A proposal from the Moriches Bay Project to install oyster and clam farms at three sites on Quantuck Bay was tabled last week by the Southampton Town Trustees while the town attorney’s office determines whether the plan is in sync with a recently adopted town aquaculture program.
“When the town attorney says table it, we hit the brakes,” Trustee President Scott Horowitz said following the August 7 Trustees meeting.
The Moriches Bay Project, founded in 2012 by Westhampton Beach resident Laura Fabrizio, has raised and seeded more than 2.5 million oysters into Moriches Bay over its 10-plus year history, according to the nonprofit’s website.
The organization, which has an office in West Hampton Dunes, also offers educational programs that this year featured oyster-farm outings at the West Hampton Dunes Overlook and at Lashley Beach, both located off of Dune Road.
At issue for the town and the Trustees is that the bottomlands are a shared but limited resource with multiple stakeholders — environmentalists, baymen, homeowners, recreational anglers and the like — all vying for access.
“The bay bottoms are owned by the Trustees, and everyone wants their piece of the pie,” Horowitz said, adding that when the town moves to permit one use — i.e., aquaculture — it is often denying access to bottomlands to other groups or persons.

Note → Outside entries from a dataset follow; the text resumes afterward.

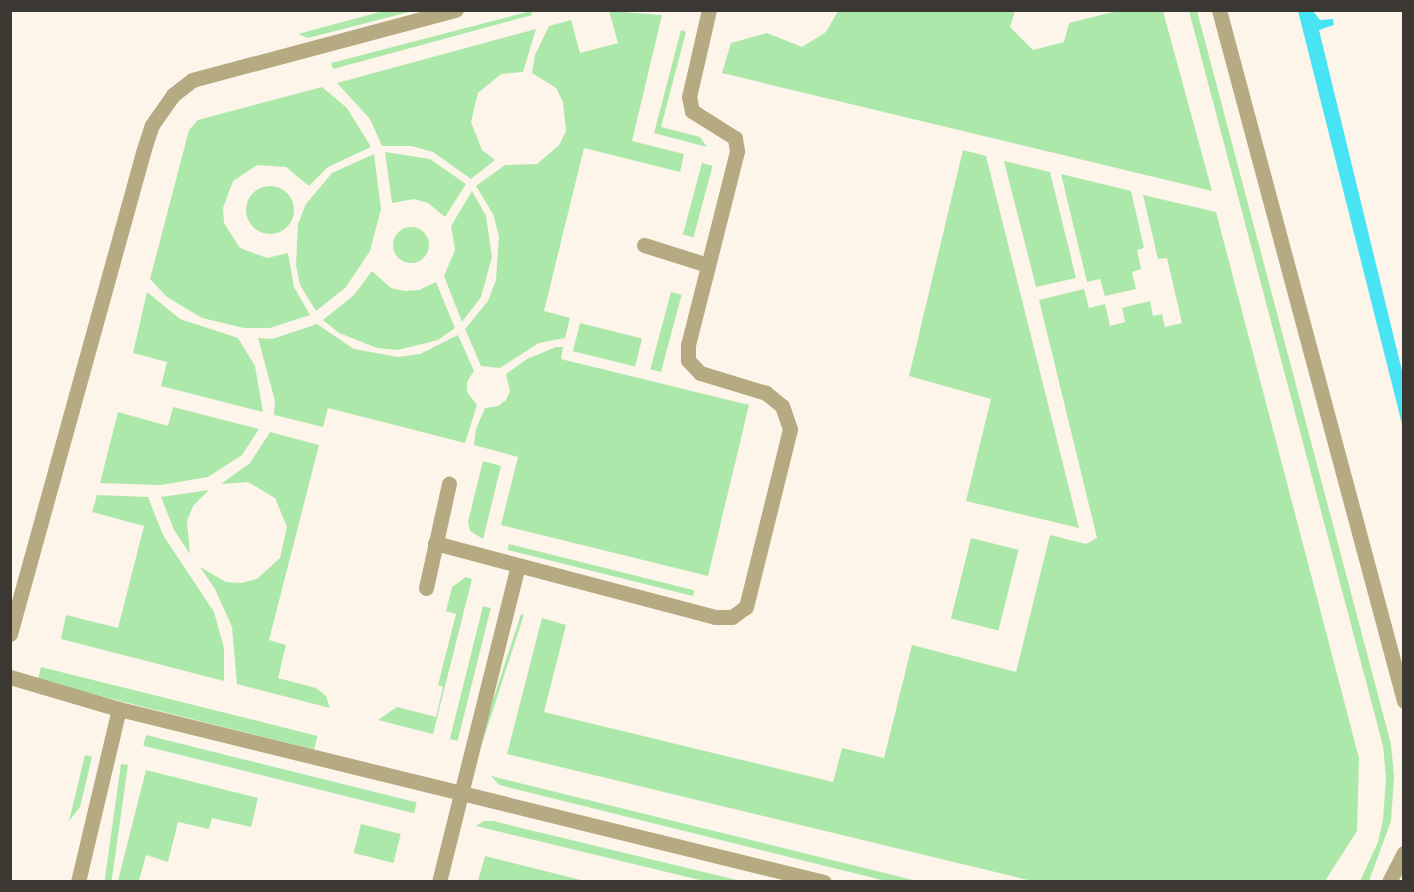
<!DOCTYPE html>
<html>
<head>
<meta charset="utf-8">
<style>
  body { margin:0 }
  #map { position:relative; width:1414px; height:892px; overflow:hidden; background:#fdf5ea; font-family:"Space Grotesk",sans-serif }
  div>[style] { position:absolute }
  .green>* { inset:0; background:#ade8ab; transform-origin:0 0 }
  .round { border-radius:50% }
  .water>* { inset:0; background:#49e4f3 }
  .minor>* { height:15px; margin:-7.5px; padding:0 7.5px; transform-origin:7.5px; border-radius:7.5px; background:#b5aa81 }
  .tertiary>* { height:15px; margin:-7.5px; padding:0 7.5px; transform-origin:7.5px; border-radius:7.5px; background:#b5aa81 }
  span { translate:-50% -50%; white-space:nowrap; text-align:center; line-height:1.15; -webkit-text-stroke:4.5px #fff; paint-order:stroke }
  .frame { position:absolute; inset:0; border:12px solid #3b3834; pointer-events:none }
</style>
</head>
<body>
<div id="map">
  <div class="green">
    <div style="clip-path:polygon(387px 10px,413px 11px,308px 38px,298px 34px)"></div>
    <div style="clip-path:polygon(531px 11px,532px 15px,333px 69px,331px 63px)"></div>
    <div style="clip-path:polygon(609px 11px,662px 15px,632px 141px,684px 154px,680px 172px,584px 148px,544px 311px,570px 318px,565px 338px,539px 343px,500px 368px,481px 366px,465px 329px,488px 301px,496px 280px,499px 236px,493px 214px,476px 186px,505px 165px,537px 164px,559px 145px,566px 131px,563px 102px,556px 88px,532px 73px,535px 55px,549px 26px,571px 20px,580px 53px,618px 43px)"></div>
    <div style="clip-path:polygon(838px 11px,1015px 11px,1010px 27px,1033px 50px,1064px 42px,1069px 23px,1117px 11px,1163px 11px,1212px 191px,722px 73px,731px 43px,767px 33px,802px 47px,826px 32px)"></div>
    <div style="clip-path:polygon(1189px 11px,1197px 11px,1391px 744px,1394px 776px,1391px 821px,1369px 881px,1360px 881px,1378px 842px,1383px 820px,1386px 777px,1383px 746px)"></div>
    <div style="clip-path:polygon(536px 29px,523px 72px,501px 74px,478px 93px,471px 122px,482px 150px,495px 160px,471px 179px,433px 152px,411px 146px,382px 146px,370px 119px,337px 83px)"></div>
    <div style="clip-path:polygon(681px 30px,686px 32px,661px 127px,700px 137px,707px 147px,654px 133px)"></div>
    <div style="clip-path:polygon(322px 87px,347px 108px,371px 147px,328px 167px,309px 186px,286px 167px,257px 165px,233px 181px,223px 208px,224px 223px,240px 248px,267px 258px,288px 253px,294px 287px,310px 315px,270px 328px,244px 328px,202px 318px,167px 297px,150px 279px,189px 130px,198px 120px)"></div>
    <div style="clip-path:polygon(963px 150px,986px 156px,1079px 528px,966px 501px,991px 399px,909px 376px)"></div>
    <div style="clip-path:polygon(385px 152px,430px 159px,466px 184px,445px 217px,428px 203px,414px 199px,392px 203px)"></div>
    <div style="clip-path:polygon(374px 154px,381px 209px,370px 251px,346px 287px,316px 311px,300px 285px,296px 265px,298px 224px,306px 204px,332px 173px)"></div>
    <div style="clip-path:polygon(1004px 161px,1050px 172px,1076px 278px,1036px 287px)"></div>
    <div style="left:702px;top:163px;width:11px;height:74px;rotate:15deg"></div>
    <div style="clip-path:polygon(1061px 174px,1131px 191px,1144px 248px,1137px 250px,1141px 269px,1132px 272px,1136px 289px,1105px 296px,1100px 279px,1087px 282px)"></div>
    <div class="round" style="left:246px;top:186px;width:48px;height:48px"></div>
    <div style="clip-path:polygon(472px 191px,486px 216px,492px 257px,481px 297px,462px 322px,444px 276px,455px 250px,451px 226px)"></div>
    <div style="clip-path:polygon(1143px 195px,1216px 212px,1359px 758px,1357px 831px,1325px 881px,1032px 881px,507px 754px,542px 618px,566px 625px,544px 712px,833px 782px,842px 748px,884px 758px,912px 645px,1016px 672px,1050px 535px,1086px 544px,1097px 538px,1039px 300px,1084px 289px,1089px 308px,1105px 304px,1110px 326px,1125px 322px,1122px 308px,1150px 301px,1153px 316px,1162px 314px,1165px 327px,1182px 323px,1167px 258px,1158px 259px)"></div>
    <div class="round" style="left:393px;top:227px;width:36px;height:36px"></div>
    <div style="clip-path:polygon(372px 271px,391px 288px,405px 291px,419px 290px,436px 282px,455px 328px,438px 340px,398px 350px,377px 348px,339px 333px,323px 320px,354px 295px)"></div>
    <div style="clip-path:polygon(147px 292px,180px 319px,238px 338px,255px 366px,263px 412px,161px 386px,167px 362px,133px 353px)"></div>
    <div style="left:671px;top:292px;width:11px;height:80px;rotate:15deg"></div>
    <div style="left:580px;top:323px;width:64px;height:29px;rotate:14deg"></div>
    <div style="clip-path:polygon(317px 324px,354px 349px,398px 357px,420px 354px,458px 335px,474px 371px,467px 382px,467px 392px,477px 405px,465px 443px,328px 408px,323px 427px,274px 415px,275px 401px,258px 338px,272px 339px)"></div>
    <div style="clip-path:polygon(556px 347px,563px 347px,561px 359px,749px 405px,708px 576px,501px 525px,518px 457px,474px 445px,476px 429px,485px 408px,498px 406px,506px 400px,510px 391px,506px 374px,527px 359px)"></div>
    <div style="clip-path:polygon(173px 407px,259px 429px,242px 455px,208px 477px,161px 485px,100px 483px,118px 412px,168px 426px)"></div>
    <div style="clip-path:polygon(270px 432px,319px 445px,269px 640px,286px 645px,278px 678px,316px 688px,326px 696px,330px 708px,237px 684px,232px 627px,215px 589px,200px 567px,226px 582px,242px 583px,257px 579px,280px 558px,287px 527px,275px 498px,248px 482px,221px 484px,250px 463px)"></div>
    <div style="clip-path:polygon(483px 461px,501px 466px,483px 539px,470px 531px,468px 522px)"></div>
    <div style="clip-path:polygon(209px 490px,193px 506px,187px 521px,190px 554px,174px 530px,161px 497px)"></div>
    <div style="clip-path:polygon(97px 495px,148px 497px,163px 535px,214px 612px,224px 648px,224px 681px,61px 639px,66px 615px,118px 628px,144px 526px,92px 512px)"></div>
    <div style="left:971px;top:538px;width:49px;height:83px;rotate:14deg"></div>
    <div style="left:509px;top:544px;width:191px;height:6px;rotate:14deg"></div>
    <div style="clip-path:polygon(466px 577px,472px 579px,433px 734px,378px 720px,397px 707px,436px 717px,443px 687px,438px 685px,456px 614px,446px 611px,452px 587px)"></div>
    <div style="left:483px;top:606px;width:8px;height:137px;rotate:14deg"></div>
    <div style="left:521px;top:614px;width:3px;height:137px;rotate:18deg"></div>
    <div style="left:41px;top:667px;width:285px;height:14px;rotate:14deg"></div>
    <div style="left:146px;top:735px;width:279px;height:11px;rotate:14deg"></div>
    <div style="clip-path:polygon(85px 755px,92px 757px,80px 807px,69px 821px)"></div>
    <div style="left:121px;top:764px;width:7px;height:121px;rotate:8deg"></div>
    <div style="clip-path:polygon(146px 770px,258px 798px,251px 827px,212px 818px,209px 829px,178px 822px,168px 862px,146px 855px,139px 881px,118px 881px)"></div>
    <div style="clip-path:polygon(491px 776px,917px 881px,886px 881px,499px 785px)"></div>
    <div style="clip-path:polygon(484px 821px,493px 821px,741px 881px,704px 881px,476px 826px)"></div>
    <div style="left:361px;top:824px;width:41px;height:30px;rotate:14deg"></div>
    <div style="clip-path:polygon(485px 856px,585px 881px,478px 881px)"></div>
  </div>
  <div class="water">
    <div style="clip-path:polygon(1298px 11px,1313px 11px,1320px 20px,1333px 19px,1334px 25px,1319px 30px,1403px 375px,1403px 428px)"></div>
  </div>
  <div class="minor">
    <div style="left:644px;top:245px;width:67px;rotate:17.4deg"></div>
    <div style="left:435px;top:543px;width:290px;rotate:14.8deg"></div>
    <div style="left:715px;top:617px;width:17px"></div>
    <div style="left:732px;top:617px;width:17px;rotate:-36deg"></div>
    <div style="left:746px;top:607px;width:183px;rotate:-76.1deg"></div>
    <div style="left:790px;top:429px;width:24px;rotate:-109deg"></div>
    <div style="left:782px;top:406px;width:21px;rotate:-141deg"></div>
    <div style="left:766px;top:393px;width:69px;rotate:-163.1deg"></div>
    <div style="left:700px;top:373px;width:18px;rotate:-133deg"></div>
    <div style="left:688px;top:360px;width:15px;rotate:-90deg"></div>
    <div style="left:688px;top:345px;width:200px;rotate:-75.8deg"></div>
    <div style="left:737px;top:151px;width:13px;rotate:-99deg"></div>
    <div style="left:735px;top:138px;width:51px;rotate:-147.9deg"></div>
    <div style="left:692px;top:111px;width:14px;rotate:-102deg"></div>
    <div style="left:689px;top:97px;width:89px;rotate:-77.1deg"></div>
    <div style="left:426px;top:588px;width:107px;rotate:-77.6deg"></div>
    <div style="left:10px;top:634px;width:503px;rotate:-74.56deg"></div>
    <div style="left:144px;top:149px;width:25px;rotate:-72deg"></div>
    <div style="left:152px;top:125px;width:37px;rotate:-55deg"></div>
    <div style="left:173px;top:95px;width:24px;rotate:-38deg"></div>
    <div style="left:192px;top:80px;width:273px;rotate:-14.9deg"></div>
    <div style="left:10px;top:677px;width:114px;rotate:16.4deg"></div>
    <div style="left:119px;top:709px;width:726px;rotate:13.79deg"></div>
    <div style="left:78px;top:882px;width:178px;rotate:-76.7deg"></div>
    <div style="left:439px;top:882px;width:326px;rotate:-76deg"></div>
  </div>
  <div class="tertiary">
    <div style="left:1219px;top:10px;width:715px;rotate:75.01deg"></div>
    <div style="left:1389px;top:882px;width:33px;rotate:-63deg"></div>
  </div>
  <div class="frame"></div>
</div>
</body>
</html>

Fabrizio said she was looking forward to continuing to work with the Trustees to implement her organization’s latest plan. “We are at the last stage,” she said, as the organization has been “getting its ducks in a row” for the necessary paperwork that they’ll send to the New York State Department of Environmental Conservation for their consideration.
Once the Trustees vote to green-light her proposal, they’ll issue a letter, said Fabrizio, that will be a part of the paperwork that gets sent to Albany.
“We’re hoping to get that letter soon,” said Fabrizio.
That remains to be seen, as the vote to seed two clam beds and one oyster bed in Quantuck Bay has been tabled “several times,” said Horowitz.
The town attorney’s office, he said, is “not convinced” that the proposal aligns with the town’s aquaculture regulations. And, notwithstanding the organization’s enthusiasm and commitment to the local environment, said Horowitz, “We have to look at what they’re proposing. They have to allow the board and all the other regulatory authorities do their work, and they do take their sweet time. Time and tide wait for no man.”